__TASK ITEM__
Report back every line below that carries the word "High".

============

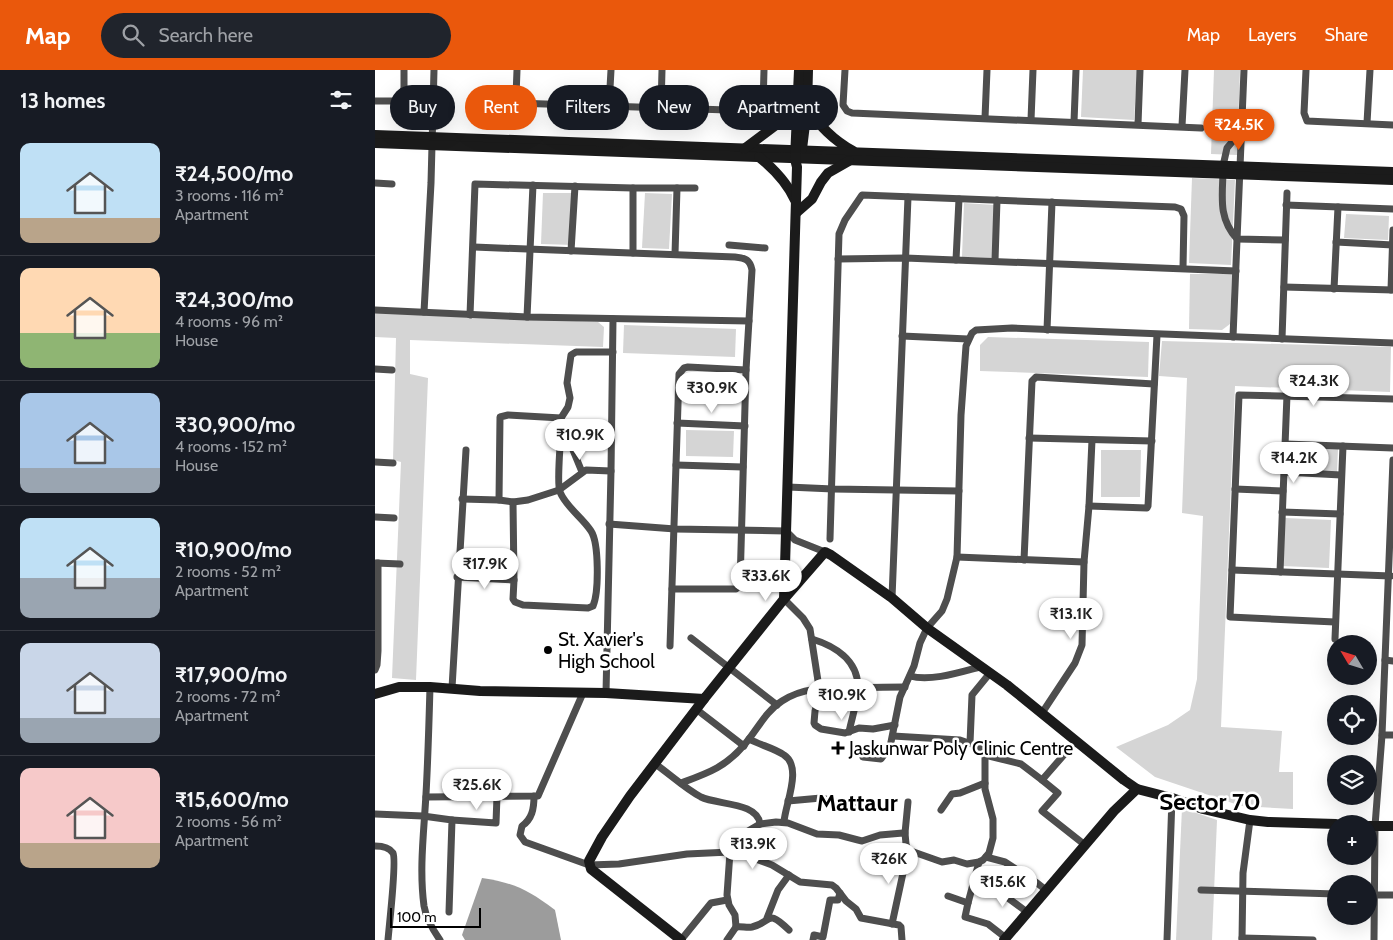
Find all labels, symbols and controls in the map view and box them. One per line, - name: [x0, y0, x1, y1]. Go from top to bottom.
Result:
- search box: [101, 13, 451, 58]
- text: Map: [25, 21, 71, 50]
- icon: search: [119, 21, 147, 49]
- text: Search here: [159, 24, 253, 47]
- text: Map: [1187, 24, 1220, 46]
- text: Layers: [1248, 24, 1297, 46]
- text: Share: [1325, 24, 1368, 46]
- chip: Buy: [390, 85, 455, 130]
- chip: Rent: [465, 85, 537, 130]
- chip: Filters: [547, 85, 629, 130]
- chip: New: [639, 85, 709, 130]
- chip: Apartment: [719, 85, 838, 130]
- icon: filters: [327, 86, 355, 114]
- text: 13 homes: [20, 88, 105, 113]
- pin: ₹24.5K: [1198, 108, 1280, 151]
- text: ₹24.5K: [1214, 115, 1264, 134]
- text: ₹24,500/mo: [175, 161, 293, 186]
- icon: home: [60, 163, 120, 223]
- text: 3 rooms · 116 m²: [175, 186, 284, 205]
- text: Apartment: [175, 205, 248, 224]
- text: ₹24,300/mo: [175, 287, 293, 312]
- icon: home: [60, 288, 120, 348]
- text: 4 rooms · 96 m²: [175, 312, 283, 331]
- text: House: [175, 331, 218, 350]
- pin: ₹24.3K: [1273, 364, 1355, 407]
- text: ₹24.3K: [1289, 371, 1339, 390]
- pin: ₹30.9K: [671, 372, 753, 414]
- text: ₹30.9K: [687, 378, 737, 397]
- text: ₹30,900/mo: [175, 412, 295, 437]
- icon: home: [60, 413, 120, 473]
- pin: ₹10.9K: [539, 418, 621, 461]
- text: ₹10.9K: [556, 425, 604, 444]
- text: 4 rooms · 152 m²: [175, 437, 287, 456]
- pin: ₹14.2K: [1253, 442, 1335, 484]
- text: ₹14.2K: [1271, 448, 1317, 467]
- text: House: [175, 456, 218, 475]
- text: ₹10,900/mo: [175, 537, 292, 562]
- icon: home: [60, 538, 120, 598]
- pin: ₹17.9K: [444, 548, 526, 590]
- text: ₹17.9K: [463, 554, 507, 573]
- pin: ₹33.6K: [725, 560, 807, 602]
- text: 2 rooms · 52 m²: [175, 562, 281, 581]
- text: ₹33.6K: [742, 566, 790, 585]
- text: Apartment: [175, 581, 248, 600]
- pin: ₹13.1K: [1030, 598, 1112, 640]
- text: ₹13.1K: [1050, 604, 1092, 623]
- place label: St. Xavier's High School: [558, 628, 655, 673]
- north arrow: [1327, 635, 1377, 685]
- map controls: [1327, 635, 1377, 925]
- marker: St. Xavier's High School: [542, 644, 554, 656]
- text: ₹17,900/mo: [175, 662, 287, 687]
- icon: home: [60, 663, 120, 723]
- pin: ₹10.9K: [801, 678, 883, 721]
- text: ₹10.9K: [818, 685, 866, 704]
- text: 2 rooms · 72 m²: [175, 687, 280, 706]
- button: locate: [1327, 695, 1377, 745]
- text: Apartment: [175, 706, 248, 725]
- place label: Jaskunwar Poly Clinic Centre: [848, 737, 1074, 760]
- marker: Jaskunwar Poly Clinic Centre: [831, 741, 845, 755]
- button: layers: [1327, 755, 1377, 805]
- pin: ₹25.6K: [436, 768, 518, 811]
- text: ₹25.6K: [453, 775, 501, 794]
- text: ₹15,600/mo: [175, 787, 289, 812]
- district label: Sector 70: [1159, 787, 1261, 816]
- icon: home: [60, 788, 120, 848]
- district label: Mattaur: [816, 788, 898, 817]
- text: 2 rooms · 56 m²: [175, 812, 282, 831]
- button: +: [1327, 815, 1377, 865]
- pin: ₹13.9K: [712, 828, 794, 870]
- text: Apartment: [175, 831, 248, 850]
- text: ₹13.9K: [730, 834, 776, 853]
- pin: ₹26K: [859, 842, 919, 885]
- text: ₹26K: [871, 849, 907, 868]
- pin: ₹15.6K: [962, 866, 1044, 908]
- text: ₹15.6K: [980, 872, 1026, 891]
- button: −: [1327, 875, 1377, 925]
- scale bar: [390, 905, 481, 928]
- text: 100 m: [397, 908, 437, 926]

============

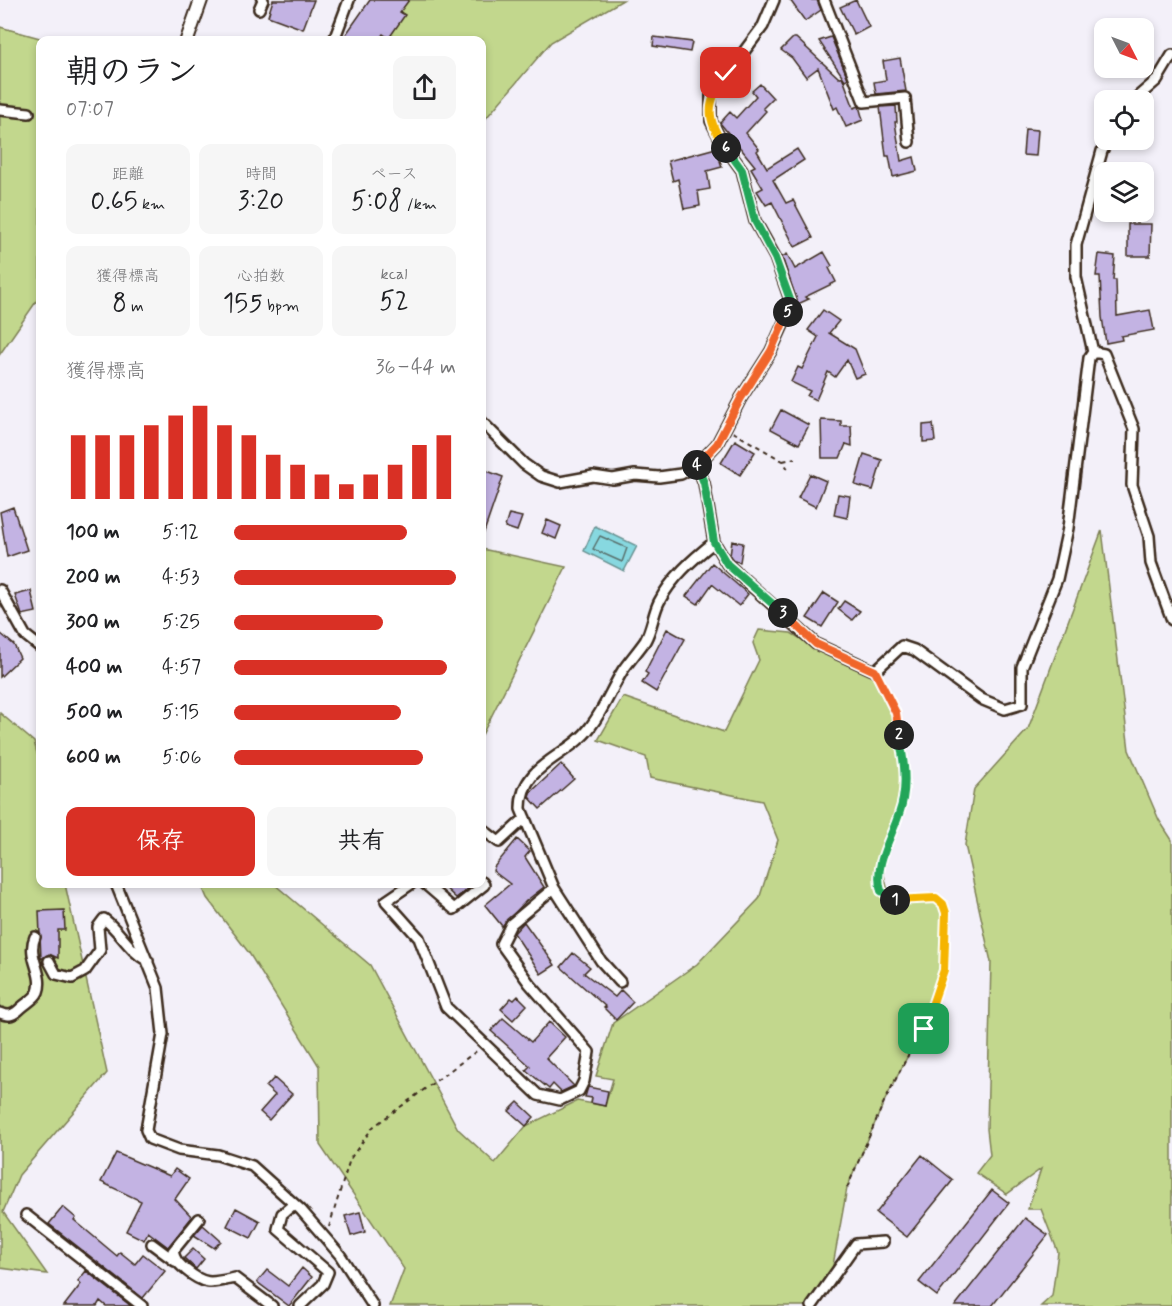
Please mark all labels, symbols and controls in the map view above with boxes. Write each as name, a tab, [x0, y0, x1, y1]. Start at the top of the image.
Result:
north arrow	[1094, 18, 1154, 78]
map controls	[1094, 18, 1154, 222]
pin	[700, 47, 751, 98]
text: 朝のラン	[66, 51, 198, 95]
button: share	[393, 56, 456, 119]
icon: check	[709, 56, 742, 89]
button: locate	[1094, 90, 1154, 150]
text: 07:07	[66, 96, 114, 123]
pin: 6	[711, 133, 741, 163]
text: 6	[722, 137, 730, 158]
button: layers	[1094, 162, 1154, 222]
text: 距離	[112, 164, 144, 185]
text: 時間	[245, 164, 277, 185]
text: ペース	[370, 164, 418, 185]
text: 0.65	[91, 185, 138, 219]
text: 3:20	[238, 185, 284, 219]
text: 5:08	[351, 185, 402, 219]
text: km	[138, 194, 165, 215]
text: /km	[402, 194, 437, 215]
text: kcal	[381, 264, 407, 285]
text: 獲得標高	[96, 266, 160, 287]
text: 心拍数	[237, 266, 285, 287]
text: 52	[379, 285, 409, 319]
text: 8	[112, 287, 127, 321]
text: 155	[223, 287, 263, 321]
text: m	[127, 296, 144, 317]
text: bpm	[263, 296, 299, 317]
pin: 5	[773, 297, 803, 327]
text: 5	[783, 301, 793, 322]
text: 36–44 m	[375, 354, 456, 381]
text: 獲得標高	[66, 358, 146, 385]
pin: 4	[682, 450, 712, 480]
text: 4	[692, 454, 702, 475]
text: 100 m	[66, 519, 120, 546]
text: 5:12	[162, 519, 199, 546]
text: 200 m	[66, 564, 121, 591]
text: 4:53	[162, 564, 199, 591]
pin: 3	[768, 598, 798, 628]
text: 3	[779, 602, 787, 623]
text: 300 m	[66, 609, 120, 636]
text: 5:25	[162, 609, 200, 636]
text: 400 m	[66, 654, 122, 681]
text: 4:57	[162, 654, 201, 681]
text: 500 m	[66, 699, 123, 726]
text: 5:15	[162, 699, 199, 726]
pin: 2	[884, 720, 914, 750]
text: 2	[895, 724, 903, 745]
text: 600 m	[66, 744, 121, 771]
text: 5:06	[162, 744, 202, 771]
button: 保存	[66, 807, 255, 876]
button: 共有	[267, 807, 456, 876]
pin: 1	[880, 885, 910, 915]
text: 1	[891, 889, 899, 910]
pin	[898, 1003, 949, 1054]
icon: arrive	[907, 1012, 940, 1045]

============

__EXPECTED OUTPUT__
- place label: St. Xavier's High School: [558, 628, 655, 673]
- marker: St. Xavier's High School: [542, 644, 554, 656]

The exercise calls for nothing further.